CROSS REFERENCE TO RELATED APPLICATIONSThis patent application claims the priority and benefit of U.S. provisional patent application 61/356,543 filed on Jun. 18, 2010 entitled “Multilingual Federated Search Apparatus” and of U.S. Provisional Patent Application No. 61/417,454 filed Nov. 29, 2010 entitled “Browser Based Multilingual Federated Search Services”. Provisional Patent Applications 61/356,543 and 61/417,454 are herein incorporated by reference.
TECHNICAL FIELDEmbodiments are generally related to search engines, federated search, subscription services, language translation, automated language translation, servers, databases, and web browsers.
BACKGROUND OF THE INVENTIONSearching for information was one of the first great needs that arose after the widespread deployment and acceptance of the world wide web. Search engines were developed to meet that need. In general, a search engine downloads web pages and indexes them to thereby produce a huge database, called an index, relating search terms to web pages. A user can thereafter submit search terms to the search engine to receive suggestions of which web pages might best meet the user's needs. The search engine can accept other search parameters such as publication windows and exclusion terms that, by their appearance in a document, exclude that document from the search result.

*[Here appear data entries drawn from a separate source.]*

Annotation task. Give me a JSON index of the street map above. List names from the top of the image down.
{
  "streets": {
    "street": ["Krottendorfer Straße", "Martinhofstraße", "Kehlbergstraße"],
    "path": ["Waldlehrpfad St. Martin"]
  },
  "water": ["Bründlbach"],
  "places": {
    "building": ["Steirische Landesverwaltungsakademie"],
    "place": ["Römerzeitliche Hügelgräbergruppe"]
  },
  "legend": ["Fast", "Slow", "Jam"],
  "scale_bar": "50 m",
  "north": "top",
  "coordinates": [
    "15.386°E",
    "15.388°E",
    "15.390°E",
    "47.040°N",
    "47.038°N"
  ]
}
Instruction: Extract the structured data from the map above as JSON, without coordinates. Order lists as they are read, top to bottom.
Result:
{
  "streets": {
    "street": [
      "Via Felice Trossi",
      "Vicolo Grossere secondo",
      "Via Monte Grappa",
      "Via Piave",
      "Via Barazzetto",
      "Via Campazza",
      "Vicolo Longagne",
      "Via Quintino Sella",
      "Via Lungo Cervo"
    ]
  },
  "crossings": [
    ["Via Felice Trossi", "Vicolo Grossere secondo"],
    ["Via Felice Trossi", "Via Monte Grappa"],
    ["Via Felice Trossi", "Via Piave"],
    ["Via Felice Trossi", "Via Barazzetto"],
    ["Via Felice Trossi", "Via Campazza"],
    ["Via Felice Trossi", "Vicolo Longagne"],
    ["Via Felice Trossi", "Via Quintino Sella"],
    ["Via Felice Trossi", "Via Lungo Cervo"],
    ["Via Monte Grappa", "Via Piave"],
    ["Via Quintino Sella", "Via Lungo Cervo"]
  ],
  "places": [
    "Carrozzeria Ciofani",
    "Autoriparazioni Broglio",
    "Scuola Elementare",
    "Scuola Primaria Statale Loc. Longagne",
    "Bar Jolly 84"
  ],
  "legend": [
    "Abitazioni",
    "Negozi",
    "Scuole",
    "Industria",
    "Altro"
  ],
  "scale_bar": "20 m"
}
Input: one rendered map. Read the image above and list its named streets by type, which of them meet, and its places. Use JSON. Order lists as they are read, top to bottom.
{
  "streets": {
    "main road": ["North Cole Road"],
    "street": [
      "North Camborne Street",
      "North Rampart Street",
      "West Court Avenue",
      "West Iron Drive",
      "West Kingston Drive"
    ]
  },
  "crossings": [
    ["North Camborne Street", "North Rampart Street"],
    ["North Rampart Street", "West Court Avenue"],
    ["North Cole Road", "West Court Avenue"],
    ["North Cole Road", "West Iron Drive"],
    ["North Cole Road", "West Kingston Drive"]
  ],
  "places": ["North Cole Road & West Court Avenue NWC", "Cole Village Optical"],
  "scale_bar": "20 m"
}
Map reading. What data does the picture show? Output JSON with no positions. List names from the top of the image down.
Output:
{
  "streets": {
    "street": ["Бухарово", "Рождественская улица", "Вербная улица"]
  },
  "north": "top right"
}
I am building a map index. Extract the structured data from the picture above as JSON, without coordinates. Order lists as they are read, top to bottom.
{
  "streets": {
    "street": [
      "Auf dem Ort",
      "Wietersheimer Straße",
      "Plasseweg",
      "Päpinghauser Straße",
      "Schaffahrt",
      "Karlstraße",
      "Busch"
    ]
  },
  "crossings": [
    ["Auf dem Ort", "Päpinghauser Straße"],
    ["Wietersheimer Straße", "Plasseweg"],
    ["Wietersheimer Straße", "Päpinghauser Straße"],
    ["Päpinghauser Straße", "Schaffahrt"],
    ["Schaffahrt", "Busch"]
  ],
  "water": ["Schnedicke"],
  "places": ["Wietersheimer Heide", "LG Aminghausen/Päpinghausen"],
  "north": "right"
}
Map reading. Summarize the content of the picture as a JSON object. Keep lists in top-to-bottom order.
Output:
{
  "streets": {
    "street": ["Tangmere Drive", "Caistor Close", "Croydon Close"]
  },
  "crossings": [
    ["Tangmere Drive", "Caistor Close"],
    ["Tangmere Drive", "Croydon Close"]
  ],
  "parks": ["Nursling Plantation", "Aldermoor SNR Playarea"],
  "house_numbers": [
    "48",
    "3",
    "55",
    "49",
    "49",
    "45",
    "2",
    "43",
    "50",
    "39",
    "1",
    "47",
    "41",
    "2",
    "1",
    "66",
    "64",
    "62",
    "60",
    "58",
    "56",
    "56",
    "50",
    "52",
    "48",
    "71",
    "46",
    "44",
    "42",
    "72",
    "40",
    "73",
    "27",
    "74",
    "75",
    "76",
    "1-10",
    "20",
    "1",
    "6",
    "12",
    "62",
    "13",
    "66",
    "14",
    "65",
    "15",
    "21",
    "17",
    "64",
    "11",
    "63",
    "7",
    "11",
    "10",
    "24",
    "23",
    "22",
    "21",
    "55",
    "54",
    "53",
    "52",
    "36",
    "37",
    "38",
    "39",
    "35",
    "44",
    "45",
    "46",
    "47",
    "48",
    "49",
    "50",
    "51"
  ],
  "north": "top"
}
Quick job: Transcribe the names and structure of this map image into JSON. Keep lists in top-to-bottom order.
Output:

Metasearch engines leverage regular search engines by accepting the user's search terms and then submitting them to a number of different search engines. The metasearch engine then presents an aggregation of the search results returned by the search engines. The meta search engine need never produce its own database of indexed search terms.
Search engines, however, are typically not well suited for guiding users to data that is not on a web page and indexed. The “Deep Web” refers to the vast data resources that can be reached through the internet but do not appear in typical search engine results. In contrast, the “surface web” refers to the data that is normally indexed by normal search engines.
Examples of data sources that are unlikely to contribute to a search engine's results are the “Multiple Listing Service” used by realtors, the Westlaw database used by lawyers, and the various publications' databases used by scientists and engineers. Standard search engines do not index these exemplary databases for two reasons. Firstly, they are often subscription based. Secondly, they are not available in a format that is easily handled by the standard search engines.
Another set of data sources that are unlikely to contribute to a particular user's search results are those data sources in a foreign language that the user does not understand. Foreign language search results can, and do, occasionally appear but they do not contribute anything when a language barrier prevents understanding. Furthermore, search engines tend to return the foreign language references because the foreign web site uses tags, metadata, or foreign language words textually similar to the user's search terms. As such, the references tend to be irrelevant because textual similarity across languages, particularly with metadata, does not reliably indicate similar meanings.
Users typically use web browsers to access search engines. In the recent past, most web browsers have included javascript interpreters and have optionally included java virtual machine plug-ins. These interpreters and plug ins provide the web browser with the capability of running applications and application modules within the browser itself. A more recent advance is HTML 5. Browsers supporting HTML 5 have the capability of running applications as before but with greater abilities with respect to common libraries, user interface elements, and client side storage.
Current technologies have provided average users with an unprecedented ability to find and access knowledge. There are, however, various access barriers due to factors such as language, cost, and technology. Systems and methods for searching and accessing data beyond those access barriers are needed.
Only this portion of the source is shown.